=== The data ===

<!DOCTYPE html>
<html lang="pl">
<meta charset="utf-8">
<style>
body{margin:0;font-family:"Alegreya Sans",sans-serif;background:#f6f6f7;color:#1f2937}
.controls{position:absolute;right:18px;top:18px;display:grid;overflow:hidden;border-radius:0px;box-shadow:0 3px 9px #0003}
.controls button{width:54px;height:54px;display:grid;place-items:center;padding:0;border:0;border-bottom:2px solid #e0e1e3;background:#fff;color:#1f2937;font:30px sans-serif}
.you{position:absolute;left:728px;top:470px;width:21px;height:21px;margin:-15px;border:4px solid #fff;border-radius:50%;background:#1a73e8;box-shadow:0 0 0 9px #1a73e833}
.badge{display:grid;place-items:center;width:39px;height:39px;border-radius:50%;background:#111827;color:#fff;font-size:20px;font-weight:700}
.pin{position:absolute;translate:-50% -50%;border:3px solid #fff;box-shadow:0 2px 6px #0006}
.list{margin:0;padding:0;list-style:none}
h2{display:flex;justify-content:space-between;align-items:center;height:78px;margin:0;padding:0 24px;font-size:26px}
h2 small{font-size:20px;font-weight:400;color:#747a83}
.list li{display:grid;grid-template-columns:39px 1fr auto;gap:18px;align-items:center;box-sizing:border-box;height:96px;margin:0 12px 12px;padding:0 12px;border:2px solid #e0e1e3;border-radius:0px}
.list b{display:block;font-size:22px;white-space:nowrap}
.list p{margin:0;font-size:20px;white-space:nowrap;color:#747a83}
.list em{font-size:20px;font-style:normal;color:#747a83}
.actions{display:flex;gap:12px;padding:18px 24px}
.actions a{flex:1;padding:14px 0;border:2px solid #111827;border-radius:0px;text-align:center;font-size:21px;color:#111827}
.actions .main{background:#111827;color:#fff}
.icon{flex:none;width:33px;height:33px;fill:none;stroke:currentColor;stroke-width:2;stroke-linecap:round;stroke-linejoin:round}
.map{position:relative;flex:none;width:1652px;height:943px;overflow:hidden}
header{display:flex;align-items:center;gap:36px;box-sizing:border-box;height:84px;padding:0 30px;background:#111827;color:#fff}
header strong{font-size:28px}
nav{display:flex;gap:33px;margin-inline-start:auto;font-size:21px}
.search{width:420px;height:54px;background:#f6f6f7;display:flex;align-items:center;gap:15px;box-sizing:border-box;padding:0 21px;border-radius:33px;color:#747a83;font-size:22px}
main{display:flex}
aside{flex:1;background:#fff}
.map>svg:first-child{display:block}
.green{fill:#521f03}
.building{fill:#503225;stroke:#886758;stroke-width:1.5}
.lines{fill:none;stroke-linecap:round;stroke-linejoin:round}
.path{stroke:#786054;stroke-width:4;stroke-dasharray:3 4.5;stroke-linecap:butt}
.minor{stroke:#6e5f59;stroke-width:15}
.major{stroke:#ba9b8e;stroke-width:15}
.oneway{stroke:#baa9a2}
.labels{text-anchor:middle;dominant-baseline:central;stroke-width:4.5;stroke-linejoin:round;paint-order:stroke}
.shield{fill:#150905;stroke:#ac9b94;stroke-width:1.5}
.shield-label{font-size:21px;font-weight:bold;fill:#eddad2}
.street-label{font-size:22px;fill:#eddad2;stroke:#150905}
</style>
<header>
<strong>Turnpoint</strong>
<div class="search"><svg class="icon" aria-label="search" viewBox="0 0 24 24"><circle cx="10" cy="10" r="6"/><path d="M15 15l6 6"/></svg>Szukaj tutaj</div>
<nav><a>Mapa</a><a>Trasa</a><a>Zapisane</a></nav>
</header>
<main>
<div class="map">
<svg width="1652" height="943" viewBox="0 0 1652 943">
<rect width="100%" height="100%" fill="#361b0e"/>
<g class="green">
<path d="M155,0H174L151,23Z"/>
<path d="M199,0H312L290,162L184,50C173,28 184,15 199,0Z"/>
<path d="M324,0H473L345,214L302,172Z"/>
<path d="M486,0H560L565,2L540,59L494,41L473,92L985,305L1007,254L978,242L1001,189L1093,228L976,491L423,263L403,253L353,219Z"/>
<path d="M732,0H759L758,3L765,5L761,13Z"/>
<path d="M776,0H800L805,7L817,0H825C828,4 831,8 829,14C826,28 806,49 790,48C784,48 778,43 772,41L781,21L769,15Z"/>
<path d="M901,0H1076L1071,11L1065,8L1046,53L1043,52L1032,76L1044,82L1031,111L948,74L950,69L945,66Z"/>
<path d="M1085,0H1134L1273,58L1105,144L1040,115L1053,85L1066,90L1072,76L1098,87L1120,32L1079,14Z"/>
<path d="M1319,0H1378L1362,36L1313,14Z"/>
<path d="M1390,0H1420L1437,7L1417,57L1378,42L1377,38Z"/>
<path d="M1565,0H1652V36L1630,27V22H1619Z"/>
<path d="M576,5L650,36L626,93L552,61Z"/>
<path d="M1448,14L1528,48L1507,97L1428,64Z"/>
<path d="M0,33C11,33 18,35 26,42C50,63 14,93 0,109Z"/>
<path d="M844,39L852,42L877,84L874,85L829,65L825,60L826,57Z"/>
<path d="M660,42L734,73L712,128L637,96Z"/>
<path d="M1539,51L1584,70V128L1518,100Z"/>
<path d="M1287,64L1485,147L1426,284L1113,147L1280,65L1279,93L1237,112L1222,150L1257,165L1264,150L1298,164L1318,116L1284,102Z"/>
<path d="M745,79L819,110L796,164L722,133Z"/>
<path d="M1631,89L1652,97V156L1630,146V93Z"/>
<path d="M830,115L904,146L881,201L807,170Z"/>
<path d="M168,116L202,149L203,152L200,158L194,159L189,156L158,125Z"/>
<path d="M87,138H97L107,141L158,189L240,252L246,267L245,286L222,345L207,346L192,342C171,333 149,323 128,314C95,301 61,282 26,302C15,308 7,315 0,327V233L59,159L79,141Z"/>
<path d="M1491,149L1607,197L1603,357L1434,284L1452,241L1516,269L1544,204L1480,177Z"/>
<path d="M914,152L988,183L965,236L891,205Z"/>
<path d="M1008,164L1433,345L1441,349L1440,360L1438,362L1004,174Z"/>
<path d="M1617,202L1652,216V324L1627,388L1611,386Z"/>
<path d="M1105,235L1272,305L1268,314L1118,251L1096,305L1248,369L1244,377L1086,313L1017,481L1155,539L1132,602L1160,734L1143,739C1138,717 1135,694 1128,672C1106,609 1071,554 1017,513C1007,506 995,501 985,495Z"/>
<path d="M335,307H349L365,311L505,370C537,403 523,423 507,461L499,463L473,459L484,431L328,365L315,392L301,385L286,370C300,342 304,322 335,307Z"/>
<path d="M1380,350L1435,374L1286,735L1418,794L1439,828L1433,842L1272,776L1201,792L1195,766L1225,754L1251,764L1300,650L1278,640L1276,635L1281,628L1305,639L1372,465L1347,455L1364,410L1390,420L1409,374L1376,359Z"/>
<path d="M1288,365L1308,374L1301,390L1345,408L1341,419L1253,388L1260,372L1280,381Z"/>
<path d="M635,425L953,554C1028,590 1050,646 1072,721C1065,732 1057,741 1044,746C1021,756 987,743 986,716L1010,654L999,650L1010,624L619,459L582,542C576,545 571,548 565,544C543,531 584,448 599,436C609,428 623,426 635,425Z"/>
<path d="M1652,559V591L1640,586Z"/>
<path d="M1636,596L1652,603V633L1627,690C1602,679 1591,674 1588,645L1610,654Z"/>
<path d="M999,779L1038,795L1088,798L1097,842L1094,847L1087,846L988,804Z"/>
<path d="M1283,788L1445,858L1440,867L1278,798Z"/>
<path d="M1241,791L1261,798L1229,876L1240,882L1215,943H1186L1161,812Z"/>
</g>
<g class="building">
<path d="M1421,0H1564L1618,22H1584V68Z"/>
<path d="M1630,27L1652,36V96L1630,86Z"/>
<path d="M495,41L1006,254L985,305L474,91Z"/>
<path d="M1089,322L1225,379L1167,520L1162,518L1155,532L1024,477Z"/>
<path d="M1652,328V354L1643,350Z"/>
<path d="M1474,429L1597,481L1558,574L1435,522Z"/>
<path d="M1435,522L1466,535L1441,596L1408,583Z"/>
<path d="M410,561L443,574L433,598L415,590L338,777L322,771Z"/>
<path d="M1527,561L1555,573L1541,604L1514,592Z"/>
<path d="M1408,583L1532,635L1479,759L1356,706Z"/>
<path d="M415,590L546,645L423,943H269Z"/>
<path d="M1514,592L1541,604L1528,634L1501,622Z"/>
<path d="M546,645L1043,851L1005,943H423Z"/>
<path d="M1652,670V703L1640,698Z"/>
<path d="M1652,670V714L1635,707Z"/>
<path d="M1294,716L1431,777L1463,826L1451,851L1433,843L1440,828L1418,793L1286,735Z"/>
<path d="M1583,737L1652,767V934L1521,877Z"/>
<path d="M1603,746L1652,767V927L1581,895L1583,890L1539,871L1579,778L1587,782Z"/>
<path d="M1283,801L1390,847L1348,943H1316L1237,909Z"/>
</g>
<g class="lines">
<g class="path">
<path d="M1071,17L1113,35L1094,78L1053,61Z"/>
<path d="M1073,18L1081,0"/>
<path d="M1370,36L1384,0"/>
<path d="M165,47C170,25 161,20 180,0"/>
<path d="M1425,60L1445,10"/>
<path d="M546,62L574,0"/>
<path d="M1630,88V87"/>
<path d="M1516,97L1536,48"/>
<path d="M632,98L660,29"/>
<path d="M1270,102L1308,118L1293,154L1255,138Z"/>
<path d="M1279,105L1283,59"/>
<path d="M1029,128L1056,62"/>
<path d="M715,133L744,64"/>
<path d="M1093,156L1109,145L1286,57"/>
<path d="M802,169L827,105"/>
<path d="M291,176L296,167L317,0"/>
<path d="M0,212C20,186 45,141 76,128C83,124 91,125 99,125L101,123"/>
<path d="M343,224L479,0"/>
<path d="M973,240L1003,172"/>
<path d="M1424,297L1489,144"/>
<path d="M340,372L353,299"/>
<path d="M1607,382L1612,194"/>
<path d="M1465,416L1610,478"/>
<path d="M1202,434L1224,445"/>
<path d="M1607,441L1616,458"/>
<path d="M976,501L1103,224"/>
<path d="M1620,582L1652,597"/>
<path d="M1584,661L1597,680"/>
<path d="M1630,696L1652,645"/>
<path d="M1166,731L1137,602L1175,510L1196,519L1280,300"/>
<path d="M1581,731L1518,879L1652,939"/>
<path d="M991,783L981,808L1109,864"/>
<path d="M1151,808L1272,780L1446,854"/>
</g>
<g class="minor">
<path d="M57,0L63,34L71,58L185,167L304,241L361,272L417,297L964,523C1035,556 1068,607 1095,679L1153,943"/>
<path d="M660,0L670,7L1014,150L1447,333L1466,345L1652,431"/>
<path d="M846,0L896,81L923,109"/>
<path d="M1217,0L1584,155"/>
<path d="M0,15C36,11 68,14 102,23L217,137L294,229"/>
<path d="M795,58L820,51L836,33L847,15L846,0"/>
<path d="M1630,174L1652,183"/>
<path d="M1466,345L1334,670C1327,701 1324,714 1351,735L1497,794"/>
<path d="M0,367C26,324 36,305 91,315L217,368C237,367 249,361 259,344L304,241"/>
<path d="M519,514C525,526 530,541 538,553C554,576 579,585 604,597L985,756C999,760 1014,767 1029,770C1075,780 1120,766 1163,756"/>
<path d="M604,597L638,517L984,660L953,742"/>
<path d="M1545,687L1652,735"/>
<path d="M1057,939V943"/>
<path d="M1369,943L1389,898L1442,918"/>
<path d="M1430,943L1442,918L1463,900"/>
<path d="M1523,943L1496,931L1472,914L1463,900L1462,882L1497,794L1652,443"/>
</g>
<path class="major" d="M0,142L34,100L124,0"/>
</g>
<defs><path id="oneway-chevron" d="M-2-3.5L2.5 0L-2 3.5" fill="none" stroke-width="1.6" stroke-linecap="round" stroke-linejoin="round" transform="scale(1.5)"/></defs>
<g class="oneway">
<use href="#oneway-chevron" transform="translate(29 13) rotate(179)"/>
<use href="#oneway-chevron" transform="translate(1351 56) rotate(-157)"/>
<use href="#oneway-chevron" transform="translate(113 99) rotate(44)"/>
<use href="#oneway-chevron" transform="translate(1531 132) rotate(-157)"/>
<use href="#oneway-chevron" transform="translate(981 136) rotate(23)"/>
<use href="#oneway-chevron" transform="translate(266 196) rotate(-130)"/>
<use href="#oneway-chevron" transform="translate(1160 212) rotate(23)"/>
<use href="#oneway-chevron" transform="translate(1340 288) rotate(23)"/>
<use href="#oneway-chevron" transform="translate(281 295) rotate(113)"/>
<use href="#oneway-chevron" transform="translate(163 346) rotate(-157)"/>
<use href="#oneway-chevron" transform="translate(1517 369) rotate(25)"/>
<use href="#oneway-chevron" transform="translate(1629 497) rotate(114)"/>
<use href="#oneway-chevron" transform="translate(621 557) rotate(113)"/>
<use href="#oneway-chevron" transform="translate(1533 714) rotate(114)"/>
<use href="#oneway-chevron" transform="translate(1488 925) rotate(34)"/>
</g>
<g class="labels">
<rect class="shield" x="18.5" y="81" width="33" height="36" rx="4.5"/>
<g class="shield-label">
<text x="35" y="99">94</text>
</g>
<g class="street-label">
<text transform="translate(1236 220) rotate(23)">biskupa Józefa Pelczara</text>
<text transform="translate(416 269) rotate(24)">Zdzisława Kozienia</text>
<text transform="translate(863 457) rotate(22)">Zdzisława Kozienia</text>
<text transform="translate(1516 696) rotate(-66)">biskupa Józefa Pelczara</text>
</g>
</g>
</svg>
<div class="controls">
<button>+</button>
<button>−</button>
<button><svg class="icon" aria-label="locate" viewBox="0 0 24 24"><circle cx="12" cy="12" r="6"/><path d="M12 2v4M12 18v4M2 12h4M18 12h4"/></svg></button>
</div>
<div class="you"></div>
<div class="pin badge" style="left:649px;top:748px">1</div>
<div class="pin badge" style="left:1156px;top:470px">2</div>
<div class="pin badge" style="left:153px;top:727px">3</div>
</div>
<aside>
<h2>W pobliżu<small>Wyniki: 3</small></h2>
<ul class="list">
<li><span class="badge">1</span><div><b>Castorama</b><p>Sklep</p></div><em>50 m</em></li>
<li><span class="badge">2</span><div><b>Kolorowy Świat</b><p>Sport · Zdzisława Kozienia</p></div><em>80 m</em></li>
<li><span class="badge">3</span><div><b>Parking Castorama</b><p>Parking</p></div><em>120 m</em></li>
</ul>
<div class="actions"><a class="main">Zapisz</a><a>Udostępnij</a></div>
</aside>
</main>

===

Your assignment: What is the number of lines above that contain "nowrap"? Answer with that number only.

Result: 2